Turning up the dial: Embracing high-bandwidth connectivity in Kenya
In the 1990s, stories of 45 megabyte-per-second Internet connections were something to be in awe of. It’s safe to say that network bandwidth has come a long way since then. Today, the ability to transfer large amounts of data is a critical part of Africa’s digital transformation.
According to consulting firm TeleGeography, Africa’s Internet bandwidth experienced a compound annual growth rate (CAGR) of 44% between 2018 and 2022. This puts the continent in first place when it comes to international growth estimates, with total bandwidth worldwide now standing at 997 terabytes per second. Ground-level efforts to expand connectivity also demonstrate a continental commitment to providing Internet access among African citizens and enterprises. In Kenya, the government aims to lay 100 00 kilometres of fibre optic cables across the country with the help of the private sector, all in the name of a national agenda and expanding access to all.
With connectivity on everyone’s mind, it’s worth considering the question of capacity. Why should Kenyan enterprises care about high-bandwidth Internet? The answer lies in understanding its potential, and exploring how your business should best approach it.
A finite resource
Importantly, network bandwidth is, by implementation, a finite resource. Physical limitations of deployed infrastructure and hardware mean enterprises can only go so far in terms of traffic and the resources they have at their disposal. Like how consumers use more data than ever daily, be it streaming movies or uploading data to cloud storage platforms, so are businesses.

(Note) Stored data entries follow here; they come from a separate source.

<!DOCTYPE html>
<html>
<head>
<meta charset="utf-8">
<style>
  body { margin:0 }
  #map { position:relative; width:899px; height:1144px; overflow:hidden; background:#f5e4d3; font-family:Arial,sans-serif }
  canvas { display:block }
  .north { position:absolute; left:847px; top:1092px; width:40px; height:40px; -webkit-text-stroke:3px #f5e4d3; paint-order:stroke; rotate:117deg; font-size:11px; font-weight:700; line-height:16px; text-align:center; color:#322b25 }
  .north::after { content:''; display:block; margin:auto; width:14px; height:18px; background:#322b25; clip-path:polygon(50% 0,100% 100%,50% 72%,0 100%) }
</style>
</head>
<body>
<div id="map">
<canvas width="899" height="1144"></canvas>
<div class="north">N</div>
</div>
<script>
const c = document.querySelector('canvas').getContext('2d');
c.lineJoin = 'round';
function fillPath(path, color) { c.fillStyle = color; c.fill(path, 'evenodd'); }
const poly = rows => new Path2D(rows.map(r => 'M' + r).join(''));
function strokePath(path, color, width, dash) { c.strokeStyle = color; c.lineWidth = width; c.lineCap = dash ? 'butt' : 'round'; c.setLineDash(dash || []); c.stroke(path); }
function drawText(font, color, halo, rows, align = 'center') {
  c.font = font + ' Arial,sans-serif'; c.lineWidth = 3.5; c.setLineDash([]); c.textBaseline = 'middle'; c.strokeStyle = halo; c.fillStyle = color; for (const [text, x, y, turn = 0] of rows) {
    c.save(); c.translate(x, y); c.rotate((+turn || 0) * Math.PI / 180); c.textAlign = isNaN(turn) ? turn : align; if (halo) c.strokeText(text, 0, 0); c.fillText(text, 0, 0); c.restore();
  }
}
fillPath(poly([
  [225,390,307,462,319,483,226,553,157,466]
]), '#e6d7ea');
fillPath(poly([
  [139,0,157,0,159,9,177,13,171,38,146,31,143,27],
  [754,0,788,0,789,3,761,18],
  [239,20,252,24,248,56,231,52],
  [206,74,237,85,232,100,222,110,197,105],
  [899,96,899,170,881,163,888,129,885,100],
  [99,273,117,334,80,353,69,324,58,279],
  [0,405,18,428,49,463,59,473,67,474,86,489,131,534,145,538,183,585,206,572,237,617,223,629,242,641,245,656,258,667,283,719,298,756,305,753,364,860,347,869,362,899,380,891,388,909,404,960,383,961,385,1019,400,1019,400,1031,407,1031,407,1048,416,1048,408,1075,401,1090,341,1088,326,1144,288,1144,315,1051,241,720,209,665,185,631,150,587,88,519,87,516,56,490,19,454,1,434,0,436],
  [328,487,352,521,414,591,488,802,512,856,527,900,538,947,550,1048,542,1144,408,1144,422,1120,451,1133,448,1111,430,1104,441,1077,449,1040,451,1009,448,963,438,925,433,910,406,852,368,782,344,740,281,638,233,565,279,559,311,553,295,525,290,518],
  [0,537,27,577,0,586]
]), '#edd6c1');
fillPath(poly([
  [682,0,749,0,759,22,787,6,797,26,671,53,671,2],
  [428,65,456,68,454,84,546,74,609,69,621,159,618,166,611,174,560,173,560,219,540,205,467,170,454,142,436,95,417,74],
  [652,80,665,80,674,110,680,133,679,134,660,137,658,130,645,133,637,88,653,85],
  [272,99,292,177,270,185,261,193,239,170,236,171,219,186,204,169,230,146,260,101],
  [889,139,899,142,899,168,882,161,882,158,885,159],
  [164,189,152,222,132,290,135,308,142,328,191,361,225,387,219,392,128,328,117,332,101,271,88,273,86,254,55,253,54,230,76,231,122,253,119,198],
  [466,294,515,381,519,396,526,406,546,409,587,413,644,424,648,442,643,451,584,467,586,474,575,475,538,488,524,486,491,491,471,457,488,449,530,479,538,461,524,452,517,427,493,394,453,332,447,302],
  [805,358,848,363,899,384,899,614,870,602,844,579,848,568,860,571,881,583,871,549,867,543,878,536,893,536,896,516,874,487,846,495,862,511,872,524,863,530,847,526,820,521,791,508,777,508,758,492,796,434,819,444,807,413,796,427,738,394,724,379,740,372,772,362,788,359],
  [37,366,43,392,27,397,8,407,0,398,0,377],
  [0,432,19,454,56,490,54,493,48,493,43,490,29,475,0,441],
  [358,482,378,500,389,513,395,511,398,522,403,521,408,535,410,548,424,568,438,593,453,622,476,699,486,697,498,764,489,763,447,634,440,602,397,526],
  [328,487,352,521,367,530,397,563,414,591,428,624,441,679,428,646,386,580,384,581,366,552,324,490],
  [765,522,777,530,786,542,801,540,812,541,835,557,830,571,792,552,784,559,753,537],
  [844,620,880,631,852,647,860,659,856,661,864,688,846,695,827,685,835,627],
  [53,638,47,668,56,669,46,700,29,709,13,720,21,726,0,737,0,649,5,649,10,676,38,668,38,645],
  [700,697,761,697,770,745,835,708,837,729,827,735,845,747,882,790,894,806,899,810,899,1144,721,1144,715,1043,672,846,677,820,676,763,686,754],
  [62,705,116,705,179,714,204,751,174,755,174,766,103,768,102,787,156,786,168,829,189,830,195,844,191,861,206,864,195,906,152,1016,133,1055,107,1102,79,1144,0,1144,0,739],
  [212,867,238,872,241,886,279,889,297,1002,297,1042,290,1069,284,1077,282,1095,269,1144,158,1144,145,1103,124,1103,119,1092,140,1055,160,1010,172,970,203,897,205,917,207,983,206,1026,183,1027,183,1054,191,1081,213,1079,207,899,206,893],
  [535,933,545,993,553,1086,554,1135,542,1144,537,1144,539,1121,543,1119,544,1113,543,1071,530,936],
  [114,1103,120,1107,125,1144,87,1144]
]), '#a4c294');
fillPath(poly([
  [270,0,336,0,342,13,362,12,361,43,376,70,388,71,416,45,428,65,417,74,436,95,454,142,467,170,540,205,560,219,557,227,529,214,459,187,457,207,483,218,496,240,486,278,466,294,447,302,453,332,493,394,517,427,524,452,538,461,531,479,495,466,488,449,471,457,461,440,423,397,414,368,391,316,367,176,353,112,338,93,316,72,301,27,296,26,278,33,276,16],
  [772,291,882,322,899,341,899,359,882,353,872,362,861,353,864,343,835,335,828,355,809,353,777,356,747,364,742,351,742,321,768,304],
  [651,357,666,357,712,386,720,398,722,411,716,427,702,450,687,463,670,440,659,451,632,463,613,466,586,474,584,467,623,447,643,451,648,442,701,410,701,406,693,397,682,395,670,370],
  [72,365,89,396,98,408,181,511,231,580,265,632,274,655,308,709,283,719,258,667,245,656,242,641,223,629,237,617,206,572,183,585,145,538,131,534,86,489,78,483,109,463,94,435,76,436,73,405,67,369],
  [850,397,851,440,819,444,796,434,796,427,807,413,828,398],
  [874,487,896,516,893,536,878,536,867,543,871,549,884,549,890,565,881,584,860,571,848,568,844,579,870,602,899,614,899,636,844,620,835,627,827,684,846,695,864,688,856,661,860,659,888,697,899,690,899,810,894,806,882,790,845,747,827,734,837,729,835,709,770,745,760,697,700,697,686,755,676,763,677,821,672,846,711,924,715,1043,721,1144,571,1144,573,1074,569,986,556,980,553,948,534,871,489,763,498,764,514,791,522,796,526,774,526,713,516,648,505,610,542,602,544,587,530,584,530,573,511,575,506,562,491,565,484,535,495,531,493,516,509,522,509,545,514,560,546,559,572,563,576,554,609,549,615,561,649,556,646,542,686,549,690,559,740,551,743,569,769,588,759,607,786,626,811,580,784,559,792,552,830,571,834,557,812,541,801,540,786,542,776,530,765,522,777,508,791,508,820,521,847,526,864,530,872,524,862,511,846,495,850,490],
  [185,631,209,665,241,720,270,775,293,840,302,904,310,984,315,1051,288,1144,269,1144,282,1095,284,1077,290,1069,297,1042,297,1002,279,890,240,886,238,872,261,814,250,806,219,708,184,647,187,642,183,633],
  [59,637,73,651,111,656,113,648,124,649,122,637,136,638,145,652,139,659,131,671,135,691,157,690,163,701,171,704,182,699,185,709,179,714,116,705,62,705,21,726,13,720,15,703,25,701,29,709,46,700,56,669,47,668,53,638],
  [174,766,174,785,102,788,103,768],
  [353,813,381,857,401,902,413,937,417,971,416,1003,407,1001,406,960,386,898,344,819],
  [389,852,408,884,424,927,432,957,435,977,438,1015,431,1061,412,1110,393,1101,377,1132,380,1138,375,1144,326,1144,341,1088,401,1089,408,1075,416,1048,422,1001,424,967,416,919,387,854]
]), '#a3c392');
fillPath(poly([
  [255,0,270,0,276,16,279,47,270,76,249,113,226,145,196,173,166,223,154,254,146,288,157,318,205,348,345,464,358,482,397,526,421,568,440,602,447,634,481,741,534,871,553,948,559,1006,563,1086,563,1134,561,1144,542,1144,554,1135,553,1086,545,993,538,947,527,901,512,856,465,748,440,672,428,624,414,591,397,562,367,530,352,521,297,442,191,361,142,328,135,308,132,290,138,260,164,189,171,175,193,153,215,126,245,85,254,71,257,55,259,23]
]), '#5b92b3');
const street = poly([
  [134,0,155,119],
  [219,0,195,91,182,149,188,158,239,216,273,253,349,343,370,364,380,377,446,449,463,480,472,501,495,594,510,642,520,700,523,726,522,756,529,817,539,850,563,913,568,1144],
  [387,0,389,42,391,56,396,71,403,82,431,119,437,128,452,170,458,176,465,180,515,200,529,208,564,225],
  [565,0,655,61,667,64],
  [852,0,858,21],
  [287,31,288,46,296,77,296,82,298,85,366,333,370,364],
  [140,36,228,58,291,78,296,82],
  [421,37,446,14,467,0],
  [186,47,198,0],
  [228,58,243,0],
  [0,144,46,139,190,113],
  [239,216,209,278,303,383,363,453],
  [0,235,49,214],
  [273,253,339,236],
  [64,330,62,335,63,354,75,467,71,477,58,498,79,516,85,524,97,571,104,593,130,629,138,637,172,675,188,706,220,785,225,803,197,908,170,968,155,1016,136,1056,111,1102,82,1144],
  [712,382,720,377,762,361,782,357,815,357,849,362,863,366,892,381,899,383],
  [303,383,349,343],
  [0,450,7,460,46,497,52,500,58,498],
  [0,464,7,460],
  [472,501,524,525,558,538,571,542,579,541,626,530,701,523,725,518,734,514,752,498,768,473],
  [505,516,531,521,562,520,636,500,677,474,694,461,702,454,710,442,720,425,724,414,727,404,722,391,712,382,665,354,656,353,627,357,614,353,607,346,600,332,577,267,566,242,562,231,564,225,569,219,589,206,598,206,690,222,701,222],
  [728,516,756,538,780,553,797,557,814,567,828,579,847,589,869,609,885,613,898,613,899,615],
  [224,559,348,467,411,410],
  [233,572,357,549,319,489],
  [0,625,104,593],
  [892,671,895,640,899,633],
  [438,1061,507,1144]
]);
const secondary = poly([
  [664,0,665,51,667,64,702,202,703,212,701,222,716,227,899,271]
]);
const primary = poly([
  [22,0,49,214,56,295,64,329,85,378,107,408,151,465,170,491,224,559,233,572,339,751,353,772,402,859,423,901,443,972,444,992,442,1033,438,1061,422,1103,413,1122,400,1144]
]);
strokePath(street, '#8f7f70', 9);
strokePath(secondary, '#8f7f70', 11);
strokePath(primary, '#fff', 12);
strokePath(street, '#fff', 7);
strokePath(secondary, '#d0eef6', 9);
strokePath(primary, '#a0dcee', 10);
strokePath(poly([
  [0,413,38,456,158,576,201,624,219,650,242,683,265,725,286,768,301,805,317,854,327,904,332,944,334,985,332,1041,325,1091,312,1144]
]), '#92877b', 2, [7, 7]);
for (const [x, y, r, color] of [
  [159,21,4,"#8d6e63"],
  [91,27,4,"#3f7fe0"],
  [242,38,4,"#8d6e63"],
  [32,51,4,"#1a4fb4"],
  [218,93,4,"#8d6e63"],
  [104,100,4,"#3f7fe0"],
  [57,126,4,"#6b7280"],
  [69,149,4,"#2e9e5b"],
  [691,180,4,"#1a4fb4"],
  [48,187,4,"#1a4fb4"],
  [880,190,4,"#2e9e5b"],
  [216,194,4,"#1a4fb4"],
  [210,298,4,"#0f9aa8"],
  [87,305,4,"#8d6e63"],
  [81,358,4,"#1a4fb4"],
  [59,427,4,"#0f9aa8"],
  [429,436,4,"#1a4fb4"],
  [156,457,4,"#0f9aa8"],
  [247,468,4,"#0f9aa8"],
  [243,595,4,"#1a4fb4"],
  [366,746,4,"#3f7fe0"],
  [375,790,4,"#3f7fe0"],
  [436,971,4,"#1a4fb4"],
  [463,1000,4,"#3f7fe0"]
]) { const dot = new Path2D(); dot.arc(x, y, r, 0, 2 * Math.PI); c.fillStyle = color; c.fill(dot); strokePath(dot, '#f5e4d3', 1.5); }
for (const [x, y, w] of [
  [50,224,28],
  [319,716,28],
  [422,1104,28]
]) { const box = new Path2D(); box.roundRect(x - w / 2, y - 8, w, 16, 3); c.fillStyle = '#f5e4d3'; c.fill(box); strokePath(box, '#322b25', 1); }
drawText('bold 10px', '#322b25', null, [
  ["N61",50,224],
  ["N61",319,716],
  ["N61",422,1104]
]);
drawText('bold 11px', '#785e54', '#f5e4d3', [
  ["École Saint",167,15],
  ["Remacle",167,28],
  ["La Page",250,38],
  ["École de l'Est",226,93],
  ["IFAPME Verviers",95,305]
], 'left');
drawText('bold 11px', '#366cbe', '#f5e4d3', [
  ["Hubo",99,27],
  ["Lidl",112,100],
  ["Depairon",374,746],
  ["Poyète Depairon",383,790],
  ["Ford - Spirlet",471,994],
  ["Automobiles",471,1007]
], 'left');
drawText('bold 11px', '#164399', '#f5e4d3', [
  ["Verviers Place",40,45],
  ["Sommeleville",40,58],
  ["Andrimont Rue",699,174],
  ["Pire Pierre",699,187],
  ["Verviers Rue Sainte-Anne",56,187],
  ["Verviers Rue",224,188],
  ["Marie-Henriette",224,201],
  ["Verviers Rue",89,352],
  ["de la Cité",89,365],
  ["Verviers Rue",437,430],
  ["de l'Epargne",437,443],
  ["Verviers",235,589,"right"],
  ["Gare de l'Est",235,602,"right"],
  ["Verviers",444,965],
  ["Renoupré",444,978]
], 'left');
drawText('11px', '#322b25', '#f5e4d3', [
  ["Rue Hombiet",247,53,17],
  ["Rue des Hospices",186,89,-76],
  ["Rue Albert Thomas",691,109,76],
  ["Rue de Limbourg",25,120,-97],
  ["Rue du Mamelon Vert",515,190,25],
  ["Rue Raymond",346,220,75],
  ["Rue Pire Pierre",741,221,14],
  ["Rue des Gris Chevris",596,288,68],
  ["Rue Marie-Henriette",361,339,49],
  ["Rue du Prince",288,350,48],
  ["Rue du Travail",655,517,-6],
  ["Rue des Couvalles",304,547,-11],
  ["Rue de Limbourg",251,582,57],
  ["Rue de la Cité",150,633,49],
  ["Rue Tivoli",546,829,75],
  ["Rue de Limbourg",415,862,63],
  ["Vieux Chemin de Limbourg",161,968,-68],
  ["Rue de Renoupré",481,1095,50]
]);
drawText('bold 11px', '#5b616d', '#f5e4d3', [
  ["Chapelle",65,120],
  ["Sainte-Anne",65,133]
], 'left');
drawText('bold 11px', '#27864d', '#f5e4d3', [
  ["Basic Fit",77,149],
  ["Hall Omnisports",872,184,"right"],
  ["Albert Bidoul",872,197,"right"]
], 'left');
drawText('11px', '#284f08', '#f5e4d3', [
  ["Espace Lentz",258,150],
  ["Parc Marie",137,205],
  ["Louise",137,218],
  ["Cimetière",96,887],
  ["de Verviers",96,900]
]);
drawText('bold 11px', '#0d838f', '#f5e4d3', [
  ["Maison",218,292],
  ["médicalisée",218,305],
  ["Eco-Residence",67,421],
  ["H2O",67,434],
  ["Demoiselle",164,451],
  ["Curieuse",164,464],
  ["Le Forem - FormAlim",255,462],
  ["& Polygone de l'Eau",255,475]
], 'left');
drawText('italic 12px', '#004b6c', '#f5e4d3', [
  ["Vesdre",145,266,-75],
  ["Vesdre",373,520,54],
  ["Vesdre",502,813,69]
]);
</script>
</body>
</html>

On the whole, Africa is responding to growing bandwidth with multiple undersea cable projects and providers such as Peace Cable and Africa-1. Just this year, Google successfully launched its $1 billion Equiano cable, with telecommunications companies already offering services via this new connection between Africa and Europe.
Ready to lift off
As important as transfer speeds are when it comes to quality Internet access, bigger network bandwidth allows users to download and upload data in shorter periods. More bandwidth also ensures smooth performance when users are running multiple applications and workflows at the same time, as well as multiple users as part of a workforce. Enterprises cannot afford to lose productivity because their workforce is unable to connect and enjoy equitable connectivity.
Higher network bandwidth also enables cloud computing, one of the leading IT trends in Kenya today. Flexibility and speed are critical when it comes to an enterprise’s cloud strategy. Thanks to high network bandwidth combined with low latency, they can enjoy access to cloud storage and workflows without experiencing delays or capacity restraints. As public, private, and hybrid cloud platforms become a normal part of every modern business, the need for and benefits of high bandwidth will become more and more apparent.
Given the rate of digital transformation and the emergence of a local digital economy, Kenyan organisations are incentivised to invest in high-bandwidth cloud and IT solutions, especially when there is an oversupply of capacity. According to a report by the Communications Authority of Kenya, between 1 January and 31 March 2022, two-thirds of the country’s Internet bandwidth capacity went unused. However, with the right solutions and infrastructure, organisations can capitalise on this supply in a big way.
Dialling up and doubling down
As service providers are constantly working to increase their capacity and make upgrades to their IP networks, adding more customers and reconfiguring traffic flows without disruption, customers must always remain cognisant of the capacity they need and what they want to achieve with their Internet connection.
Scalability is something to consider. Having a flexible network empowers enterprises to adapt to the ever-changing needs of their operations and data volumes. Flexibility allows you to minimise service disruptions due to overload, as well as downsize and cut network and infrastructure costs when required. To achieve this, enterprises should consider uncapped and unshaped Internet access, made possible by wired fibre connectivity.
Enterprises can turn to their Internet and managed services providers (MSPs) to help them make the best decisions when it comes to bandwidth and overall connectivity. They do not have to travel this road alone as part of an ecosystem of connected and empowered businesses. And, with greater data transfer capabilities, they can travel the road longer and faster than ever before.